Ce change­ment va pren­dre le vis­age d’une femme. Au cours d’une de ses pre­mières vis­ites, il fait la con­nais­sance de la jeune Lian­hua Xiu, avec laque­lle le courant passe rapi­de­ment. Gilles s’habille à la mode chi­noise, par­le la langue, s’intéresse aux jardins : tout cela facilite le rap­proche­ment. Ils déci­dent de se revoir pour vis­iter un autre jardin.


Lire aus­si : un extrait de La Dame de Suzhou


Rapi­de­ment, une rela­tion sen­ti­men­tale se noue, mal­gré la dif­férence d’âge. Gilles décou­vre la famille par­ti­c­ulière de son amie. Son père, bien que très riche, est un opposant au régime et fait l’objet d’une sur­veil­lance étroite. Lian­hua elle-même est dis­crète­ment suiv­ie dans tous ses déplace­ments par un garde du corps, expert en arts mar­ti­aux, Liu Jingzhi.

Entre Gilles et Lian­hua (ce qui sig­ni­fie « Fleur de Lotus »), la pas­sion char­nelle s’impose rapi­de­ment, tout en s’accompagnant d’une forme de men­torat intel­lectuel qui va per­me­t­tre à l’acupuncteur de s’initier in vivo aux arcanes du monde artis­tique de l’Empire du milieu.

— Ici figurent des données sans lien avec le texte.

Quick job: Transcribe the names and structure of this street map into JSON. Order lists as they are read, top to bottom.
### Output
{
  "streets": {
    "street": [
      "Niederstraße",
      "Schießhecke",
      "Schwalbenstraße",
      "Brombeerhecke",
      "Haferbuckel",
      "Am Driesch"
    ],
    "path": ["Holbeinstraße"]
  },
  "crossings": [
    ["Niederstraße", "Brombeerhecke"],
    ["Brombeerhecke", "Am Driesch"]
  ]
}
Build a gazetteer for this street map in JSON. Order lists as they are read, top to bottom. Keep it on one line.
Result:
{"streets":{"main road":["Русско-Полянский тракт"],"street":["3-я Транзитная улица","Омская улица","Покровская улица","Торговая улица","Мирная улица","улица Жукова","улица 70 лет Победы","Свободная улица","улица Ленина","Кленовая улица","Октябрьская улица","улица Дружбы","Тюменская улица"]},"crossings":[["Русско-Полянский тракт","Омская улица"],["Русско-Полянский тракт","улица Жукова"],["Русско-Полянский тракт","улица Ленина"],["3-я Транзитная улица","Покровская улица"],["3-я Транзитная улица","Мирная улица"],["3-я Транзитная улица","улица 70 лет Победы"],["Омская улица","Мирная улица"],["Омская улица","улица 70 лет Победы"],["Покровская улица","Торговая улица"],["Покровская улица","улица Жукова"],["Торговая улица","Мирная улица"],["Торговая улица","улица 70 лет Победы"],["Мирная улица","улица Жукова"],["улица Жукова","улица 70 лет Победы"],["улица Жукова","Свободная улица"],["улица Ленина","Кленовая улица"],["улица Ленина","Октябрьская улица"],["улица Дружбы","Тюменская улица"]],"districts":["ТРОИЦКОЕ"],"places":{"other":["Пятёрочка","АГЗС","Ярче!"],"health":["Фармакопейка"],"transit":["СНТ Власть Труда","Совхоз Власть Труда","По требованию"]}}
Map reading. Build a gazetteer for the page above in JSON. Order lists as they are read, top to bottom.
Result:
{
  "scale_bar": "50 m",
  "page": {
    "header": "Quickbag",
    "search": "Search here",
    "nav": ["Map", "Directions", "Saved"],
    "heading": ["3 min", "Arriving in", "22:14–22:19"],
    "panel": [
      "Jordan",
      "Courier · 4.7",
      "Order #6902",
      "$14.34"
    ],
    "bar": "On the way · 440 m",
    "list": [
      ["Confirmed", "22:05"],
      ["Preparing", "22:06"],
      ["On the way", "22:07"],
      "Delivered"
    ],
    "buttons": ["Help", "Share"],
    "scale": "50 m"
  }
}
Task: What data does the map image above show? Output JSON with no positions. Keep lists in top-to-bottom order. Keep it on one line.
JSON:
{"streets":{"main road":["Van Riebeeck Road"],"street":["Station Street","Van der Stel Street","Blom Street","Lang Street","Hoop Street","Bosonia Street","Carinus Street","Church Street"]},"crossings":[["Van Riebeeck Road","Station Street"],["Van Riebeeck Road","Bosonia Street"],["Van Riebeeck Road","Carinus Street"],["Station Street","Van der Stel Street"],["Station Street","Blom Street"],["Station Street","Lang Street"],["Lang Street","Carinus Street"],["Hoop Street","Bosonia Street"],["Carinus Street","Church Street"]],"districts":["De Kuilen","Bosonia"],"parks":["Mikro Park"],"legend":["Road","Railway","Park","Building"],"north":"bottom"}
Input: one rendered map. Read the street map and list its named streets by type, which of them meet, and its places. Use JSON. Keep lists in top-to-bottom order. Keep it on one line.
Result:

Out­re l’art des jardins, Lian­hua fera décou­vrir à Gilles la gas­tronomie (le roman abonde en descrip­tion de menus), la cal­ligra­phie, les rit­uels du thé et la tra­di­tion de la fab­ri­ca­tion des théières. Grâce à ce dis­posi­tif nar­ratif, l’intrigue amoureuse offre une foule d’aperçus sur la cul­ture chi­noise. En s’identifiant au nar­ra­teur, le lecteur décou­vre un pays et sa cul­ture à tra­vers l’histoire d’un amour.

Acteur poli­tique con­traint à la clan­des­tinité, mais très au fait des sub­til­ités du pou­voir chi­nois, le père de Lian­hua, Mon­sieur Xiu, joue un rôle impor­tant pour relancer l’intérêt nar­ratif. Au début du roman, il envoie sa fille en mis­sion secrète à Hong-Kong au grand dés­espoir de Gilles qui se croit soudain aban­don­né. C’est lui aus­si qui met en bran­le, dans un style qui com­bine road movie et thriller, la deux­ième par­tie du livre, « La chas­se aux théières ».

Cette fois, Gilles est directe­ment asso­cié à la mis­sion con­fiée à Lian­hua. Il s’agit, avec l’appui logis­tique de Liu Jingzhi, le garde du corps, et de son équipe de com­bat­tants zélés, de récupér­er et de met­tre en lieu sûr une dizaine de théières de grande valeur qu’un ami du père, en déli­catesse avec le pou­voir, a dis­simulées dans une série d’endroits autour de Suzhou.

Cette quête se révèle par­ti­c­ulière­ment dan­gereuse dès lors que des col­lec­tion­neurs peu scrupuleux lan­cent des hordes de mal­frats aux trouss­es des héros afin de leur extor­quer les pré­cieux récip­i­ents. S’ensuivront des cours­es effrénées en voitures blind­ées à tra­vers la cam­pagne chi­noise, ponc­tuées de haltes dans des hôtels dis­crets, de repas dans des restau­rants locaux et de nou­velles vis­ites de jardins.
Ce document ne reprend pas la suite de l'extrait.